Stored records
* * *
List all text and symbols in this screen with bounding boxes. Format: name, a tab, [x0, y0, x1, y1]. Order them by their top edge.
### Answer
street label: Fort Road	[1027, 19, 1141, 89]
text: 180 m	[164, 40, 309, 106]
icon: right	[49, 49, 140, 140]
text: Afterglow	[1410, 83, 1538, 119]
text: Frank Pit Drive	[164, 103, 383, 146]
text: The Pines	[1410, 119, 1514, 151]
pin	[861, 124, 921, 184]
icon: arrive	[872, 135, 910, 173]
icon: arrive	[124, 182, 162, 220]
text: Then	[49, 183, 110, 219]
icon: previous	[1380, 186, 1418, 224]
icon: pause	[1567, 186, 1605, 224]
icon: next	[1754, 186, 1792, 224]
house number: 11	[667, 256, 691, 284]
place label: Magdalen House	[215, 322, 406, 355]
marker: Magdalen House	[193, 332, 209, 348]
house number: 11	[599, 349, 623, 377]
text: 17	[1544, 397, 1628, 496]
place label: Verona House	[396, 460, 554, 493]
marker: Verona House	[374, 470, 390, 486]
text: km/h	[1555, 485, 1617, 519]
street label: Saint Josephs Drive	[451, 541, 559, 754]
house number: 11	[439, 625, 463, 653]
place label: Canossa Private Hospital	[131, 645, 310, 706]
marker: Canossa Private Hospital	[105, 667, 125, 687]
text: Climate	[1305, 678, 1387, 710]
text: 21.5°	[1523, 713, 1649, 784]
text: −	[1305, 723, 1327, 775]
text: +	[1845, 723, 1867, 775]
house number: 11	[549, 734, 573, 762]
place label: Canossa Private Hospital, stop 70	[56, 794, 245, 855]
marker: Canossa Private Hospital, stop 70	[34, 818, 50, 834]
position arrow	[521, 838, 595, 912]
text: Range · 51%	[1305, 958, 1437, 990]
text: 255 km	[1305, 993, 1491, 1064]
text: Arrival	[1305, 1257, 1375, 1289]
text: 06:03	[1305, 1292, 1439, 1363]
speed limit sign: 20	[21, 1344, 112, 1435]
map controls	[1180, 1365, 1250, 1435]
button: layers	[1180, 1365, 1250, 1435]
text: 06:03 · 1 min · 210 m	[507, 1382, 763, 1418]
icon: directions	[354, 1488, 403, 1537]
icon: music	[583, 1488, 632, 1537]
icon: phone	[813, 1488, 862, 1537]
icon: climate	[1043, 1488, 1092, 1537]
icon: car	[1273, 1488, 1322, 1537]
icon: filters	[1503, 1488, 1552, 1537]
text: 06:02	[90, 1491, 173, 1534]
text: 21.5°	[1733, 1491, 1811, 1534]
* * *
What the task requires: Check the records above and copy each line that has the string "marker".

Solution:
marker: Magdalen House	[193, 332, 209, 348]
marker: Verona House	[374, 470, 390, 486]
marker: Canossa Private Hospital	[105, 667, 125, 687]
marker: Canossa Private Hospital, stop 70	[34, 818, 50, 834]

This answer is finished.